Microsoft is serious about improving the security and reliability of its software and operating systems, but the...
jury is out on how successful it will be.
Andy Kellett, senior research analyst at Butler Group, said, 'Improved security has been a serious message now for two years and it continues to be a serious message.'
With only one major product released since Microsoft began its Trusted Computing initiative three years ago, it is difficult to assess the company's performance.
But the indications from Windows 2003 Server are encouraging, said John Pescatore, vice-president for internet security at analyst firm Gartner.
'Windows 2003 Server made dramatic improvements on previous products. Windows 2003 and IIS 6, which is built in, achieved security parities with Solaris, HP Unix and Linux. When you look at the number of bugs and configuration out of the box, it is as secure as Linux and Unix out of the box.'
Perhaps more importantly, there has been a significant culture change within Microsoft. Product developers are talking about security as their top priority, rather than functionality.
'Microsoft is now more open and informative than it has ever been,' said Kellett.
The real test of Microsoft's mettle will come with the release of Longhorn, the next Windows operating system, due in 2006.
Both Butler and Gartner expect a step change in security with Longhorn, which is expected to incorporate digital rights management technology.
But Microsoft will need to tread a fine line between improving security in a way that brings genuine benefits to users and meeting demands from software suppliers and the music and film industry for better ways of protecting copyright.

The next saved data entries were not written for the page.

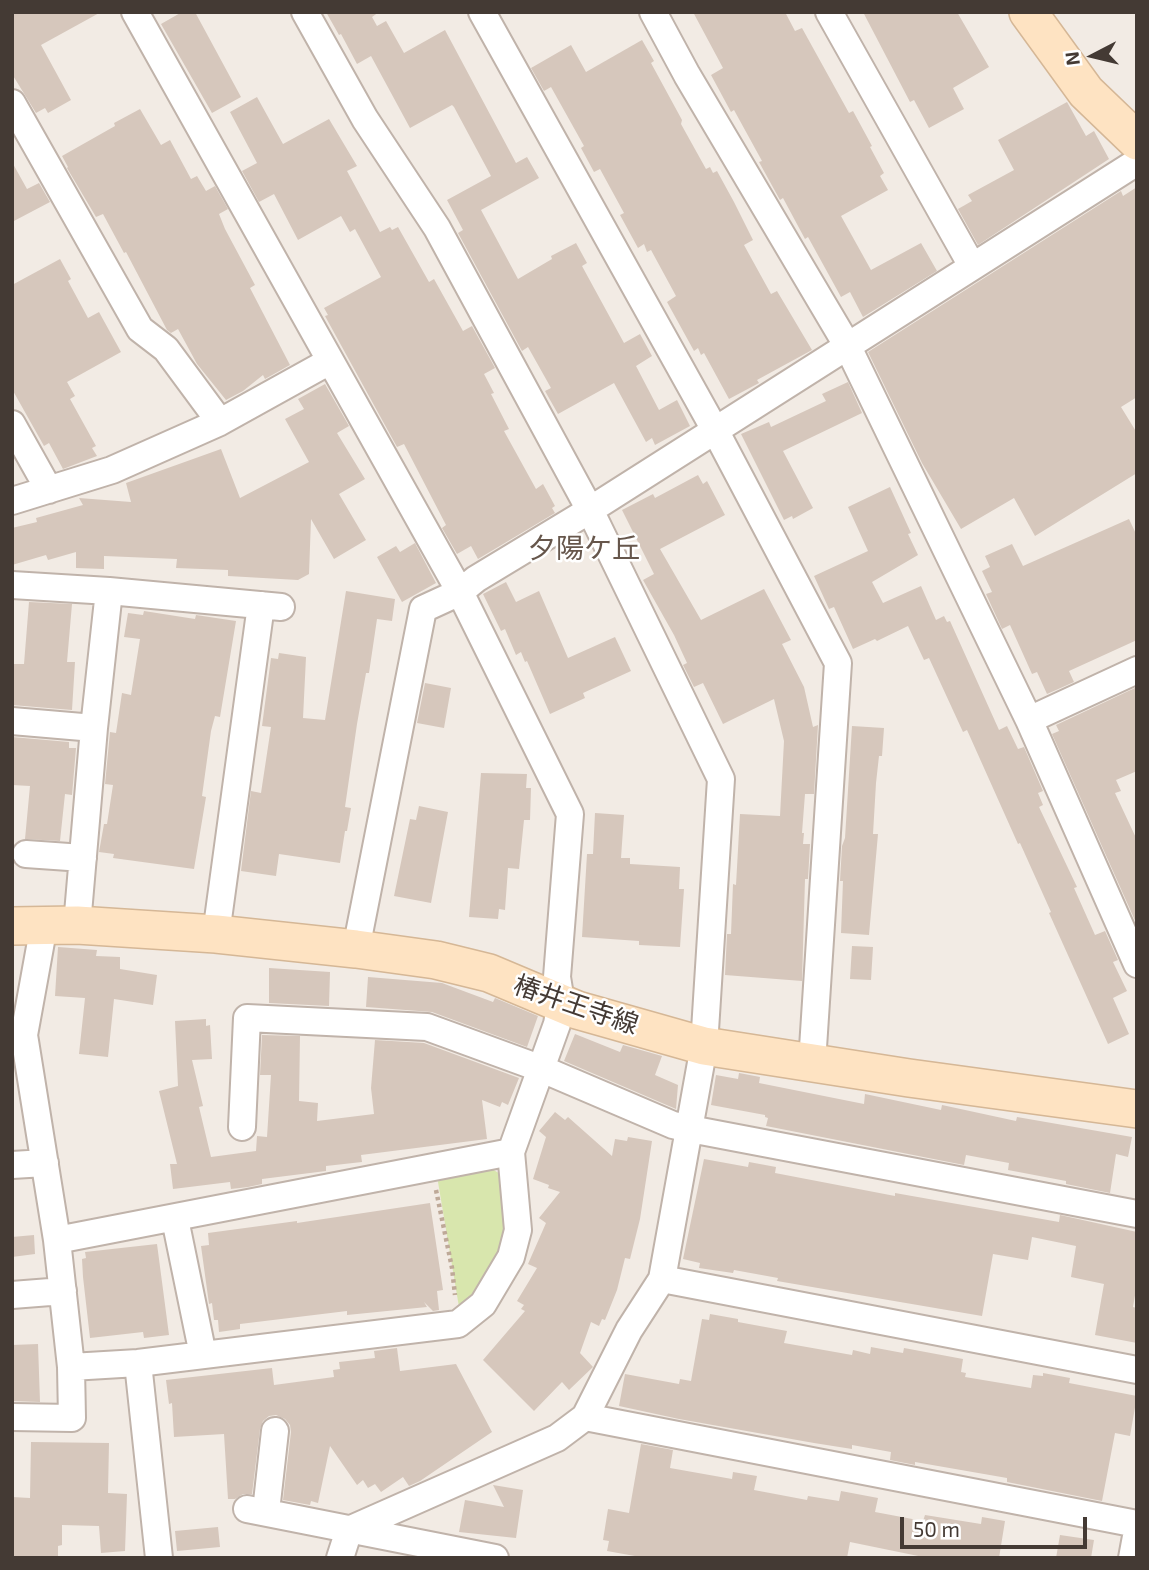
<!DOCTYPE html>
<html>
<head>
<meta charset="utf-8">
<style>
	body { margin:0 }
	#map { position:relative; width:1149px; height:1570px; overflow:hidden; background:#f2ebe4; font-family:"Exo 2",sans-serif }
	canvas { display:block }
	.frame { position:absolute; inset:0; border:14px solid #443a34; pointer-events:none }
	.north { position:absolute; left:1058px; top:21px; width:70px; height:70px; -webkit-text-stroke:5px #fff; paint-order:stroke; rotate:263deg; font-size:19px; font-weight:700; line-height:28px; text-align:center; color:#443a34 }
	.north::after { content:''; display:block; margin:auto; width:24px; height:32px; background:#443a34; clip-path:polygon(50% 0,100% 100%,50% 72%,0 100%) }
	.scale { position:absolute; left:900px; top:1517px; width:187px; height:32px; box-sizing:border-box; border:4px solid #443a34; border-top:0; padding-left:9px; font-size:21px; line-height:24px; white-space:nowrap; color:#443a34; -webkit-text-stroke:5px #fff; paint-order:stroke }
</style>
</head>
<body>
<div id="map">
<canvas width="1149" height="1570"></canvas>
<div class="frame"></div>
<div class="north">N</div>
<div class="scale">50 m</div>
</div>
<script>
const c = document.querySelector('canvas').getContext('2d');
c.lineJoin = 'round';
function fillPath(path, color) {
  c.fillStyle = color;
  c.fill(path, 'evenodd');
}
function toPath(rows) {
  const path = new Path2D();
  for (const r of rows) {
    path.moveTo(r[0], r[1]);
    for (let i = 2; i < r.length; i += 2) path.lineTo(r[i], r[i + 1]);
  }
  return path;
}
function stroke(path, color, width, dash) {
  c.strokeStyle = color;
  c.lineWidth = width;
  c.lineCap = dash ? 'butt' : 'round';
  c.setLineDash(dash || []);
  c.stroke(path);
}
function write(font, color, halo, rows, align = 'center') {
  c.font = font + ' "Exo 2","Noto Sans JP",sans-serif';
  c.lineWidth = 5;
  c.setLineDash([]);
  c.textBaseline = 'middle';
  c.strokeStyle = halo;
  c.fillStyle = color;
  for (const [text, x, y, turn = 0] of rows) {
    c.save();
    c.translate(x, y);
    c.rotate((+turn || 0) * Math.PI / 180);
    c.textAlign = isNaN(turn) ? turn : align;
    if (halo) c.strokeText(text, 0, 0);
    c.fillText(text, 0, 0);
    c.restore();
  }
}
const green = toPath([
	[492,1169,502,1175,508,1229,503,1254,481,1294,459,1307,438,1182,440,1177]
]);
const building = toPath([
	[12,12,101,12,41,45,71,100,48,113,45,108,36,113,12,74],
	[182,12,195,12,241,97,212,113,161,24],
	[326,12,379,12,372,17,377,26,386,21,404,53,445,30,516,163,527,157,539,178,481,210,518,279,552,259,551,256,576,243,587,263,582,266,624,343,640,334,652,356,636,366,659,410,677,400,690,426,655,445,652,438,646,442,614,383,558,414,545,391,551,388,528,347,522,351,458,233,463,230,447,200,491,176,454,107,452,105,410,128,371,56,357,64,341,34,339,35],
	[693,12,785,12,795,31,802,28,849,113,853,111,872,146,870,147,884,173,880,176,888,190,841,216,871,270,921,243,937,271,863,317,850,292,841,297,808,237,805,239,783,198,780,200,759,162,762,161,734,110,731,112,711,75,723,68],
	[863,12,957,12,989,67,953,88,964,109,929,128,914,100,910,102],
	[642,40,654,61,651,63,682,120,681,124,706,169,710,167,713,173,717,171,734,202,753,240,744,245,771,294,777,291,812,350,757,380,759,383,729,399,704,353,701,355,698,348,694,351,667,302,676,296,651,250,647,252,644,244,638,248,620,215,624,213,600,169,594,172,581,148,584,146,551,87,544,91,531,68,571,45,586,72],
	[257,97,283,144,329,119,357,166,347,171,380,232,390,227,392,230,398,227,429,282,434,279,463,331,472,326,494,366,495,368,484,374,494,393,491,394,509,429,504,431,536,489,543,484,555,506,552,508,555,513,478,559,471,546,457,554,442,528,446,525,404,444,397,447,325,316,328,315,324,308,381,277,355,229,350,232,341,216,298,240,274,194,259,202,242,171,257,163,230,112],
	[1067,102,1086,136,1094,131,1109,159,978,245,958,209,972,201,968,195,1014,170,998,140],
	[140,109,161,145,170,140,191,179,197,176,206,191,215,186,228,209,219,214,225,229,255,285,250,288,290,365,265,379,263,375,243,391,226,400,197,364,178,329,171,333,167,330,126,252,124,253,103,214,96,217,67,168,68,167,62,156,115,126,114,123],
	[12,162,27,189,39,183,50,202,12,222],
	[1137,187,1137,397,1121,407,1137,433,1137,473,1035,536,1014,498,961,529,922,463,868,352,1121,191,1123,196],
	[60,259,71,279,68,281,88,318,99,312,121,352,67,382,75,396,70,399,96,446,92,448,97,456,63,469,49,443,44,446,12,389,12,285],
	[848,382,862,413,783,451,813,508,793,519,792,516,784,520,741,434,769,422,771,427,826,401,822,394],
	[325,384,349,426,337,433,365,479,339,494,366,540,334,559,311,519,309,574,298,580,228,576,228,570,176,568,177,559,104,556,104,569,76,568,76,552,48,560,46,555,12,565,12,528,37,522,36,518,83,505,79,498,131,502,126,483,221,449,240,498,309,462,285,419,304,409,298,399],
	[698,475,703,484,707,481,725,515,660,549,701,620,764,589,791,640,782,644,804,687,813,727,818,725,814,794,805,794,802,833,804,833,803,844,810,844,808,879,805,879,802,981,725,975,727,934,731,934,733,884,736,885,740,814,780,816,784,741,774,699,723,724,703,683,694,687,683,665,687,663,674,635,643,580,654,574,622,510,653,494,655,498],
	[890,487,911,533,908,534,918,555,872,582,883,603,921,586,936,620,944,616,947,622,950,621,999,730,1007,726,1018,749,1024,747,1043,791,1038,793,1043,805,1039,807,1077,887,1074,888,1095,935,1105,931,1118,960,1113,962,1127,991,1113,998,1129,1034,1108,1044,1049,913,1051,912,1020,843,1018,844,967,730,963,732,929,658,924,660,908,626,877,641,875,639,853,649,834,607,829,609,814,576,868,551,848,507],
	[1129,519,1137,536,1137,640,1069,671,1074,682,1047,694,1037,672,1032,674,1010,625,1002,629,986,594,992,592,982,571,990,567,985,556,1012,544,1023,566],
	[415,543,436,583,402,602,377,557,396,546,400,552],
	[506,582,516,602,539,591,568,658,615,637,631,671,583,693,585,698,550,714,527,661,525,662,521,652,516,655,505,629,501,631,483,594],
	[346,591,395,599,392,621,377,619,369,673,366,673,357,724,345,807,351,808,347,831,345,831,340,863,279,854,276,876,241,871,251,791,261,793,271,727,262,726,271,658,278,659,279,653,306,657,303,718,325,720],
	[29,602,72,604,67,662,75,662,72,710,12,705,12,664,24,664],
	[144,611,195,619,196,615,236,621,220,717,215,716,211,731,202,796,206,797,194,869,113,858,114,854,99,852,104,824,107,824,113,785,105,784,110,732,116,733,122,693,131,695,140,639,124,637,128,613,143,615],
	[425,683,451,688,444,728,417,723],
	[1137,687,1137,771,1116,780,1121,791,1115,793,1137,840,1137,925,1052,734,1059,731,1056,725],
	[852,726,884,728,882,756,879,756,876,783,873,834,878,834,869,935,841,933,843,881,840,881,842,846,845,838],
	[12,737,69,742,69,748,76,748,72,795,65,794,60,841,25,839,30,786,12,785],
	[481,773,527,774,526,788,531,788,530,820,524,820,519,869,508,868,505,910,499,909,498,919,469,917],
	[419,806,448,812,431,903,394,896,410,819,416,820],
	[595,813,624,815,621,858,630,858,630,864,680,867,679,889,684,889,680,947,639,945,639,941,582,937,587,854,593,854],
	[852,946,873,947,871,980,850,979],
	[58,947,97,950,96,956,120,957,120,969,157,975,153,1005,114,999,108,1057,79,1054,85,998,55,996],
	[269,968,330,972,329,1006,269,1003],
	[368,977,442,983,493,1002,495,998,538,1016,527,1047,432,1012,366,1007],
	[206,1019,206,1026,210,1025,212,1059,192,1060,203,1106,199,1107,211,1157,256,1151,257,1136,267,1137,271,1075,260,1075,262,1035,300,1036,299,1101,318,1103,317,1121,374,1114,371,1088,375,1040,424,1043,519,1078,508,1105,502,1102,500,1107,482,1100,487,1139,361,1155,362,1162,326,1166,326,1171,262,1179,262,1184,248,1187,231,1189,230,1182,173,1189,170,1164,177,1164,159,1091,178,1086,175,1021],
	[575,1034,620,1052,623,1045,662,1056,655,1075,678,1085,676,1109,564,1061],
	[739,1073,760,1077,759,1083,864,1104,865,1094,941,1110,942,1105,1016,1121,1017,1117,1132,1137,1128,1157,1116,1154,1110,1193,1066,1184,1066,1181,1008,1170,1009,1163,966,1155,964,1165,766,1126,768,1118,765,1117,765,1115,711,1105,716,1075,738,1079],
	[555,1112,565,1120,568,1117,612,1156,615,1139,627,1141,628,1137,652,1141,640,1219,630,1259,625,1258,617,1290,605,1320,602,1319,599,1326,591,1322,580,1353,593,1367,569,1390,562,1382,534,1411,483,1360,525,1311,521,1309,524,1305,517,1301,537,1268,528,1264,546,1223,539,1218,560,1192,548,1188,549,1185,533,1179,546,1137,539,1131],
	[704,1159,748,1167,749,1162,776,1167,775,1173,895,1196,895,1193,1059,1222,1060,1215,1137,1232,1137,1284,1133,1307,1137,1308,1137,1343,1095,1335,1104,1284,1071,1277,1076,1246,1032,1237,1028,1260,993,1254,982,1316,777,1281,778,1278,734,1270,733,1273,699,1268,700,1263,683,1259],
	[430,1203,443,1290,437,1291,439,1310,433,1311,424,1302,427,1307,347,1315,347,1311,240,1324,240,1329,219,1332,218,1320,214,1320,212,1303,209,1304,201,1246,209,1245,208,1233,297,1221,297,1223],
	[34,1235,35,1254,12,1257,12,1237],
	[157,1244,169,1335,144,1338,143,1332,90,1338,83,1277,82,1259,86,1258,85,1252],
	[710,1314,738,1319,738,1322,787,1331,784,1343,852,1355,853,1350,870,1354,871,1347,903,1353,904,1348,963,1359,961,1372,966,1373,965,1377,1031,1388,1033,1375,1043,1376,1043,1373,1070,1378,1069,1383,1137,1396,1130,1436,1115,1433,1102,1501,1007,1482,1007,1478,915,1462,915,1465,890,1460,891,1452,852,1445,852,1449,814,1443,679,1419,619,1406,625,1374,679,1384,680,1379,691,1381,702,1319,709,1320],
	[38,1344,40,1402,12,1401,12,1345],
	[397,1348,400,1371,456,1364,492,1432,420,1481,409,1486,403,1477,381,1492,375,1484,368,1488,363,1480,357,1485,330,1446,318,1503,311,1501,310,1505,283,1500,291,1432,290,1425,285,1419,276,1415,269,1416,263,1421,260,1429,252,1494,243,1494,235,1499,228,1499,224,1434,174,1437,172,1403,169,1404,166,1380,272,1368,274,1385,334,1377,333,1370,340,1369,339,1362,375,1358,374,1351],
	[31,1442,109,1443,108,1493,127,1494,125,1551,101,1553,99,1526,62,1525,62,1545,58,1546,58,1558,12,1558,12,1497,30,1498],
	[641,1444,673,1450,670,1468,732,1479,733,1472,757,1476,754,1490,807,1500,808,1496,839,1501,841,1491,878,1498,875,1512,923,1521,925,1515,981,1524,982,1517,1005,1521,999,1558,928,1558,850,1542,847,1558,646,1558,607,1551,609,1541,603,1540,608,1509,629,1513],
	[493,1485,523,1490,516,1538,459,1532,465,1500,504,1507],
	[218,1527,220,1547,177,1551,175,1531],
	[1060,1535,1094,1540,1091,1558,1056,1558]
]);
const path = toPath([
	[436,1190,452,1268,455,1295]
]);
const street = toPath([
	[305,12,365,119,437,228,590,510,721,779,704,1046,662,1279,629,1330,585,1417,557,1438,349,1530,340,1558],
	[482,12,715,430,838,663,812,1063],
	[653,12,687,75,847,345,1029,720,1137,964],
	[829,12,972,266],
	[12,103,140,329,166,349,220,422],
	[12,424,49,490],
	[12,501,112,470,220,422,330,361],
	[12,585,109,591],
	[1029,720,1137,670],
	[12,721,94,728],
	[26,854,83,858],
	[77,925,94,728,109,591,281,607],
	[216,934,261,605],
	[356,949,423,609,460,592,476,579,590,510,1137,162],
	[242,1127,247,1018,427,1027,542,1069,673,1125,690,1129,1137,1214],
	[12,1165,45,1163],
	[175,1219,203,1355],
	[57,1240,511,1152],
	[662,1279,1137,1370],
	[12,1295,63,1291],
	[138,1363,159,1558],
	[71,1367,138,1363,458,1324,483,1304,511,1257,518,1230,511,1152,557,1024,561,1002,557,977,570,814,460,592,135,12],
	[12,1417,72,1418,71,1367,57,1240,24,1035,44,925],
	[585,1417,1137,1524],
	[247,1509,495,1558],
	[266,1511,275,1431],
	[1132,1558,1137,1531]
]);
const secondary = toPath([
	[1028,12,1086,92,1137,141],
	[12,926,77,925,216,934,356,949,436,960,489,973,577,1010,704,1046,909,1078,1137,1109]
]);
const streetNames = [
	["椿井王寺線",576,1005,19]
];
const neighbourhoodNames = [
	["夕陽ケ丘",584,549]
];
fillPath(green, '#d8e6ad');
fillPath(building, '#d6c7bc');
stroke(street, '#c0b3aa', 30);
stroke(secondary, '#d5b796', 40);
stroke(path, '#bea998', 4.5, [3.5, 3.5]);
stroke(street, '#fff', 26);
stroke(secondary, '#fee3c2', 37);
write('26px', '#443a34', '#fff', streetNames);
write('28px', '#66564b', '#fff', neighbourhoodNames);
</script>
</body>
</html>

'Security from defects in your code is one thing, security features that make it harder to use code because you want to fight piracy is another,' said Pescatore. 'We will have to judge what is done in the name of security and what is done in protecting software suppliers' rights against piracy.'
If there is one criticism Gartner has against Microsoft, it is its apparent unwillingness, as the market leader in desktop software, to help users of rival products keep their systems secure.
One example of this is Microsoft's reluctance to commit to protecting users of the rival Firefox browser with its recently launched anti-spyware product. Microsoft seems more concerned with 'out-featuring' Firefox than with security, said Pescatore.
'It would be bad if Microsoft security products work better with Microsoft operating systems than other products,' he said.